Why I Use(d) Still Use Delphi

Thursday, July 26th, 2018

I started using Object Pascal (Delphi) because it was VB like without the ugly syntax of VB, and it had the power of C++.   Namely that you could create as well as consume COM objects and it was natively compiled with at the time a very fast compiler when compared to C++.  The VCL was a stable UI framework that was simple to use and flexible enough that unusual use cases were still possible.

Sadly, now I use Delphi less and less and for maintenance work only, or personal and open source projects.  The community has dwindled from what it was once, local jobs are harder to find, and many luminaries have been lost to the evil empire (M$) and it’s technology.

I must admit that I am now working predominantly on C# .NET Core projects. I would gladly come back from the dark side if someone wanted to entice me with a interesting Delphi project. I find C# syntax more terse and unreadable than Object Pascal, but there is no mistaking the power of LINQ, the PPL, and the abundance of open source projects and technical resources. .NET native also makes adoption of C# even more tempting. If they can write Kestrel in C# you should be able to write anything that requires good performance in C#. I would love to see some Delphi web server benchmarks and how they compare to Kestrel. Favorable results might generate more interest in Delphi as would compiler benchmarks.

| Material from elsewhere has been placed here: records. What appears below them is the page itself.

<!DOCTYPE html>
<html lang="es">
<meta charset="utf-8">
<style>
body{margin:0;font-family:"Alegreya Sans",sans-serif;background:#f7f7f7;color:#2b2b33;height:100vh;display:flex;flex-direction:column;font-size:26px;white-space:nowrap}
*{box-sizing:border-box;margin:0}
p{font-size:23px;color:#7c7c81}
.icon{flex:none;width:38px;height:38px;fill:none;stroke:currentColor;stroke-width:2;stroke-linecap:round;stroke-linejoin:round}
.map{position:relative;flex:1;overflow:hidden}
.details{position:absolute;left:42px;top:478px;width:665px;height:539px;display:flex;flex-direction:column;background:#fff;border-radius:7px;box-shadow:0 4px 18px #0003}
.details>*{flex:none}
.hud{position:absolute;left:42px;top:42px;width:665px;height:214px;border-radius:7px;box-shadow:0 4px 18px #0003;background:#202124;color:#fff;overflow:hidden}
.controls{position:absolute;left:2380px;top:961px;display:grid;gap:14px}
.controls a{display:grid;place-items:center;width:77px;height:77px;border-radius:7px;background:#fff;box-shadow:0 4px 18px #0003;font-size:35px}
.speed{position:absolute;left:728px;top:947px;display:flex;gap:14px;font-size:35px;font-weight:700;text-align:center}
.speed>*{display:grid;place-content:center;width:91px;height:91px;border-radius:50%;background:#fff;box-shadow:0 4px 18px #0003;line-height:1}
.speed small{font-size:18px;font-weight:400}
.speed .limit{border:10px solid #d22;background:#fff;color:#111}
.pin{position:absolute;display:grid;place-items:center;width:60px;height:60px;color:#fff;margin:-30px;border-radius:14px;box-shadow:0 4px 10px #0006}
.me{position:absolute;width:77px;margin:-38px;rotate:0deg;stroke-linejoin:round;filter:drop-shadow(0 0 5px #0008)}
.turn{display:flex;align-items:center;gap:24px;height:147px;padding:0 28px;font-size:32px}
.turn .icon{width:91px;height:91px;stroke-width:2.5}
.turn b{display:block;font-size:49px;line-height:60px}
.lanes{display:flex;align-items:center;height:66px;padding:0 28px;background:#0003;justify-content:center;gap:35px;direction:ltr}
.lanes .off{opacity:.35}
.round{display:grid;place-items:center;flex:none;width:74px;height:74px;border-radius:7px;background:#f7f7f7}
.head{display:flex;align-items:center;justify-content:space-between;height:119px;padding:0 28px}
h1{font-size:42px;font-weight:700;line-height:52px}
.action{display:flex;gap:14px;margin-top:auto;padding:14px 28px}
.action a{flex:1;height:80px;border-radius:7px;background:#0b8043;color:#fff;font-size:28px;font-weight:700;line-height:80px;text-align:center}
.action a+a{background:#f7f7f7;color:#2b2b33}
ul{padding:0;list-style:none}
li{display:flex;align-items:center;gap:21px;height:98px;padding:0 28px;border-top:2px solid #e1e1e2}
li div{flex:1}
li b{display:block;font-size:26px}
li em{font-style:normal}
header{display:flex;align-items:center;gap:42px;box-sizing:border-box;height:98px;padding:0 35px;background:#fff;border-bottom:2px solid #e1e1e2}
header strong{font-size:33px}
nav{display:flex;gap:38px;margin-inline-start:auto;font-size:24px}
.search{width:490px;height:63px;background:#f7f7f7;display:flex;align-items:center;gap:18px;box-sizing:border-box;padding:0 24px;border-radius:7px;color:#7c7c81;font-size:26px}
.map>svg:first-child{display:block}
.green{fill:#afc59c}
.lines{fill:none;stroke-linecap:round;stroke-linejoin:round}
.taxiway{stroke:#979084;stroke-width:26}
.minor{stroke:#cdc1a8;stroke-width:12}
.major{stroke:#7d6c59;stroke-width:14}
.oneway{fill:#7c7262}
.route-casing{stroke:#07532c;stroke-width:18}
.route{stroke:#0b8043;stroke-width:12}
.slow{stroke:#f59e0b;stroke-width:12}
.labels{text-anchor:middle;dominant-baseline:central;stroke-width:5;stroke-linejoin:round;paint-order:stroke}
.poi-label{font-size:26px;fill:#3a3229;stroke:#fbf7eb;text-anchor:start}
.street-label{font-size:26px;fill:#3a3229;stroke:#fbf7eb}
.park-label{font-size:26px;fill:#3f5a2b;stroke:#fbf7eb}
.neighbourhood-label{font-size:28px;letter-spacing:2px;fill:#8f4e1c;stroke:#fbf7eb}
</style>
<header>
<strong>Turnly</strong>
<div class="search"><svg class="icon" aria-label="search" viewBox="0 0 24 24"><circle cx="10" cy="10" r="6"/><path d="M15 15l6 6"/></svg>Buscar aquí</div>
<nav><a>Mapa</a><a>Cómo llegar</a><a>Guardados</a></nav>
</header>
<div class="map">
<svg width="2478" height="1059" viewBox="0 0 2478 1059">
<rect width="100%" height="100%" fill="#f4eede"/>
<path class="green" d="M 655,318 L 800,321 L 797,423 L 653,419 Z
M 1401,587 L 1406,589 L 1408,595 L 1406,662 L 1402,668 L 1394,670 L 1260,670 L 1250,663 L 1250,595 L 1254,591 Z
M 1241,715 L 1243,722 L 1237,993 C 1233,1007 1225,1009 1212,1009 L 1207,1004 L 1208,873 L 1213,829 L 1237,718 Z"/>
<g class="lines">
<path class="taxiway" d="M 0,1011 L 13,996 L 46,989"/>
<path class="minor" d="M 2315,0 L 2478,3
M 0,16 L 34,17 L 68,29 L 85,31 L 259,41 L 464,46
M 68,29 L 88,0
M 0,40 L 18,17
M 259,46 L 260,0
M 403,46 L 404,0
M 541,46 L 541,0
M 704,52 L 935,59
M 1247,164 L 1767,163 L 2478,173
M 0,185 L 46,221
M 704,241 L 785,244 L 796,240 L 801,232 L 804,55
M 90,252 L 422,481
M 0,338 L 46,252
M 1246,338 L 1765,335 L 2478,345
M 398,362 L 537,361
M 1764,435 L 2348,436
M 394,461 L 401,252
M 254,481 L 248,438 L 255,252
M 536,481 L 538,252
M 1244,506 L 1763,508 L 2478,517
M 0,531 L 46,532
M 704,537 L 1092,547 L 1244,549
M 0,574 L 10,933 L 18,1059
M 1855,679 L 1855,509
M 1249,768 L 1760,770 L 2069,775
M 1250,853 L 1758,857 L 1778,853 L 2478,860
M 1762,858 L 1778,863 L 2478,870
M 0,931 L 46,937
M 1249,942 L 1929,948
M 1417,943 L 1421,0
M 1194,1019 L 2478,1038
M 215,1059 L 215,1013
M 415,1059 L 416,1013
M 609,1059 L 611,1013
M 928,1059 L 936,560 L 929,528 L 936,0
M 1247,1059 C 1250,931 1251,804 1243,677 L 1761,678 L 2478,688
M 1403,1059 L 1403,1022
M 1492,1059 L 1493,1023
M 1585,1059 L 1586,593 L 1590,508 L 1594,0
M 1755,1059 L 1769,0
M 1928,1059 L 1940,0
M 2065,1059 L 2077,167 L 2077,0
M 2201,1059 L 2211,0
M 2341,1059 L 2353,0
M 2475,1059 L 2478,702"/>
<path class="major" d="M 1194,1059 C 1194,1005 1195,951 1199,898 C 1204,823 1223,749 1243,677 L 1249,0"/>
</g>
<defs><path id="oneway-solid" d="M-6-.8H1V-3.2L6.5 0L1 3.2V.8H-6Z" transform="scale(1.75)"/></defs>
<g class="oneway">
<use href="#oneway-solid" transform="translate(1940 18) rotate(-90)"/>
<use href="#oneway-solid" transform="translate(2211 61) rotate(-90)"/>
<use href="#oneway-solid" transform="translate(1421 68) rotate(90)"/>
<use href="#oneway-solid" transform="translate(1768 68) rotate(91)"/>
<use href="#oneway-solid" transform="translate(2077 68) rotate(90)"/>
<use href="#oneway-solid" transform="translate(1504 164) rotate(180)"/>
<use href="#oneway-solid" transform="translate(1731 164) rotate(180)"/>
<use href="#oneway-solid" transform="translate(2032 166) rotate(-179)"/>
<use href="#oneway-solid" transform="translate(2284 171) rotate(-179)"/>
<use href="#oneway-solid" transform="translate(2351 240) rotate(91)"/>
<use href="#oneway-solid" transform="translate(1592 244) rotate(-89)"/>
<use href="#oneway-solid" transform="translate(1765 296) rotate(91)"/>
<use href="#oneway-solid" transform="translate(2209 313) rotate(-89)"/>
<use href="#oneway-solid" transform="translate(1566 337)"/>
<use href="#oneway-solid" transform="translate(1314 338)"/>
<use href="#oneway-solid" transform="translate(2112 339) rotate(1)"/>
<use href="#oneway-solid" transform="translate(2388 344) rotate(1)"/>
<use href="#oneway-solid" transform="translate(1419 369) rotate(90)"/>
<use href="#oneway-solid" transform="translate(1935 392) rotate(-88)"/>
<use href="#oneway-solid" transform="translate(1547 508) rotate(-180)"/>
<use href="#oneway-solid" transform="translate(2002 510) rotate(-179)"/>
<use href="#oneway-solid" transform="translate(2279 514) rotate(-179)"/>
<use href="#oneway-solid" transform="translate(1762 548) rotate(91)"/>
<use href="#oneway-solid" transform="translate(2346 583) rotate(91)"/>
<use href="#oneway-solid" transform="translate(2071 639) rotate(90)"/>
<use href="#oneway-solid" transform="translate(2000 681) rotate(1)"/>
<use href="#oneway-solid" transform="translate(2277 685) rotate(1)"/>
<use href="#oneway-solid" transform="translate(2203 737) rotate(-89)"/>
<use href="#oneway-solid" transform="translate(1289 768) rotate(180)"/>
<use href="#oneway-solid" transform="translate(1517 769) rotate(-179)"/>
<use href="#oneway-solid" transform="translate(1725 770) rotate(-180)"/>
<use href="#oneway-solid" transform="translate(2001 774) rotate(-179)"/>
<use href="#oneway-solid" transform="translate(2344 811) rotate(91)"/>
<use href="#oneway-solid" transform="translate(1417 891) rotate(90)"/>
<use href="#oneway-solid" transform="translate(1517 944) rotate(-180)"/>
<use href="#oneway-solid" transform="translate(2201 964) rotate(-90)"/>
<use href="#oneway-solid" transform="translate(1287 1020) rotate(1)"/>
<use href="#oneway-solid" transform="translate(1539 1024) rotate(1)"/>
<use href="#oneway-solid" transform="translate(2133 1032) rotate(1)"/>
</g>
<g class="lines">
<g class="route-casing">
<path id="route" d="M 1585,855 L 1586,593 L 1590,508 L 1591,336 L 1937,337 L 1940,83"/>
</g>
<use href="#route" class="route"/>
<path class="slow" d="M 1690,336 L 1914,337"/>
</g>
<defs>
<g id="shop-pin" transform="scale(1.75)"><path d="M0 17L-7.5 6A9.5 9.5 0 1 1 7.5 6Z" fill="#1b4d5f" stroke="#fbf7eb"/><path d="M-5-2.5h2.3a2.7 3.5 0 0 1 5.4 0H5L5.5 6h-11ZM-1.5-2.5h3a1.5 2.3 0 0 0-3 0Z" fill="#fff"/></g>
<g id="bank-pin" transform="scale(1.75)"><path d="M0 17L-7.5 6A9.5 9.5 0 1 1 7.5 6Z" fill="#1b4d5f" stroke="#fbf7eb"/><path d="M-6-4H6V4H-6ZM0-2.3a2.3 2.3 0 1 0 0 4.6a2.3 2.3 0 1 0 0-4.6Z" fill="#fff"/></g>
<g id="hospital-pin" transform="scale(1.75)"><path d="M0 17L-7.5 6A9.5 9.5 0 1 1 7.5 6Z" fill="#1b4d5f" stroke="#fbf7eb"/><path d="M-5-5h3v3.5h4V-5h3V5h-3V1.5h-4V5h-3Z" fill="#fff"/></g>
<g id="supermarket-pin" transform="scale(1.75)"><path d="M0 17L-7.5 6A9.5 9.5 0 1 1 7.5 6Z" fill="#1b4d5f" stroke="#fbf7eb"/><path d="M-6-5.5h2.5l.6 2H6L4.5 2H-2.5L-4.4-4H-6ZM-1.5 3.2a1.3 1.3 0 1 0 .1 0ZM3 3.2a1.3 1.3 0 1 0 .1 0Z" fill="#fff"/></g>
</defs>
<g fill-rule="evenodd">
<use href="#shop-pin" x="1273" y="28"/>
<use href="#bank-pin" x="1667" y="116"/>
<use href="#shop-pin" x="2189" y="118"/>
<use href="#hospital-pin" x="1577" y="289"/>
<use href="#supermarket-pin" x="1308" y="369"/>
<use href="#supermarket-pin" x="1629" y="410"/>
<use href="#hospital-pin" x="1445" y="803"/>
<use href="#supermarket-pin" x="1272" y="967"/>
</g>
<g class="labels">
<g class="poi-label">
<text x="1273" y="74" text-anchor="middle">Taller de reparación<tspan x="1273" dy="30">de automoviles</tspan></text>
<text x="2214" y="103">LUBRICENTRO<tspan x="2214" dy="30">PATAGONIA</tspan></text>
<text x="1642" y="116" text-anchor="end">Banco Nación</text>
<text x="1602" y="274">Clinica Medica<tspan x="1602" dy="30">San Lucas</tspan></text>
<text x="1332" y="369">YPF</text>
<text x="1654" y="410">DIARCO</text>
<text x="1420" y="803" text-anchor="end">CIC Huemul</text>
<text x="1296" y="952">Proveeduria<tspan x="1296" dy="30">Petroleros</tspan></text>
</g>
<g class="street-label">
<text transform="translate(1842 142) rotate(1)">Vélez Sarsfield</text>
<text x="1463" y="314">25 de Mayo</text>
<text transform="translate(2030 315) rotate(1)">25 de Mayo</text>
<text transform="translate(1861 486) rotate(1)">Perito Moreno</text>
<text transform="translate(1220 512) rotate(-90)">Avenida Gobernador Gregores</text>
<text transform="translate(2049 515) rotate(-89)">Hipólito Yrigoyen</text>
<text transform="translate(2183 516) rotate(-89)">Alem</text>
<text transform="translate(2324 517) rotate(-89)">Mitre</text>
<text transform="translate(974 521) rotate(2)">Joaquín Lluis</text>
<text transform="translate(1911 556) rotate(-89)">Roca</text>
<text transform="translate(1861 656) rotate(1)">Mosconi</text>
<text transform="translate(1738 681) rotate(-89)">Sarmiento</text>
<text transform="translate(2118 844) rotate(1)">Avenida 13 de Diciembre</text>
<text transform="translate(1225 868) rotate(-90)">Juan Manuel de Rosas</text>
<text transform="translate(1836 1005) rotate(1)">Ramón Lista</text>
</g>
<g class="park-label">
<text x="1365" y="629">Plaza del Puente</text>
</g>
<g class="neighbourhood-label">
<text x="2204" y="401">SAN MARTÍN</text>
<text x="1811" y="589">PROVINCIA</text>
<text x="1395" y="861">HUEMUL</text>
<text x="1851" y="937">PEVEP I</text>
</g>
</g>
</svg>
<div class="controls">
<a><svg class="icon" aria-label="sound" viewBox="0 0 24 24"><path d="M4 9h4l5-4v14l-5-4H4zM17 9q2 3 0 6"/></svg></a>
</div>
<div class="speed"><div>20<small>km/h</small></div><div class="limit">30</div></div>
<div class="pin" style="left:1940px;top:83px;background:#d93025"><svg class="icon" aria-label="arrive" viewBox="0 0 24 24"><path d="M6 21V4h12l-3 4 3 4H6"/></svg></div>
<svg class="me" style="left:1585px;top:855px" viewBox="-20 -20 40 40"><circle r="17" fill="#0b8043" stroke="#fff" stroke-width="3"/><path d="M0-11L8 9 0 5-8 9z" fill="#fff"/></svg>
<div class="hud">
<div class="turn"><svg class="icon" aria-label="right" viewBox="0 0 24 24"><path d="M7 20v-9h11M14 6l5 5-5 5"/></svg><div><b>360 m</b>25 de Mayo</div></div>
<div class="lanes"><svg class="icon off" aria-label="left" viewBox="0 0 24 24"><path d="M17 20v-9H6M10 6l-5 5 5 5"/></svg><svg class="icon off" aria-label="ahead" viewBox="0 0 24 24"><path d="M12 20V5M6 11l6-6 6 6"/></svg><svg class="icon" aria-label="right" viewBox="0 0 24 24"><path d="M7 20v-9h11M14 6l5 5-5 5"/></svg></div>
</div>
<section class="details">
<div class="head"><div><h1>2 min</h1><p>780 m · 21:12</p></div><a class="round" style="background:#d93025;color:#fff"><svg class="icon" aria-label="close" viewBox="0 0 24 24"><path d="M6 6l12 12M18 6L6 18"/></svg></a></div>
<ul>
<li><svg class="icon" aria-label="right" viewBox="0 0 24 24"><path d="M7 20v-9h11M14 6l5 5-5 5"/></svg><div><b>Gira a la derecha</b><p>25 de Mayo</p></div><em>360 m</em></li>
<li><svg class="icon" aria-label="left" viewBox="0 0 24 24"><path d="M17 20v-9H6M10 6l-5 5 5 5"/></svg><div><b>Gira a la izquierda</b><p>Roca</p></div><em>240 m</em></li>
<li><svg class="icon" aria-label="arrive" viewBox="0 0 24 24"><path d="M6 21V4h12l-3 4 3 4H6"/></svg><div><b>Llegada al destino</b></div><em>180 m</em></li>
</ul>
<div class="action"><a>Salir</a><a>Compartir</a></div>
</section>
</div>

I love Delphi. I wish it a bright future.  Without new developers it will most certainly fade away over time.  New developers shy away from languages that won’t get them jobs.  An investment in learning a language, an IDE, and run-time libraries simply has to pay off.  Without a growing market share, expensive tools have to provide developers with a competitive edge. For this reason, I applaud EMBT’s release of the Community Edition. I hope it will bring new blood into the development community and spark more open source projects. There are some amazing open source projects out there that could use Community Edition to further their efforts.

There are also many exciting things happening in the land of Pascal that I hope will expand the community. REMObjects has released their Oxygene compiler that can also target WASM as well as native code. Smart Mobile Studio has released version 3 of their Pascal language targeting Javascript, and TMS has introduced a similar product called WebCore based on the FPC Javascript transpiler.  EMBT has hired Jon Aasenden and purchased Sencha so who knows what they have planned. With UniGUI and other frameworks Object Pascal (or rather different dialects) have many more options to target the web than only a couple years ago. I long for the day when I could use the same Object Pascal language for web, desktop, mobile and server development without compromising the results. Is it time for a language standard?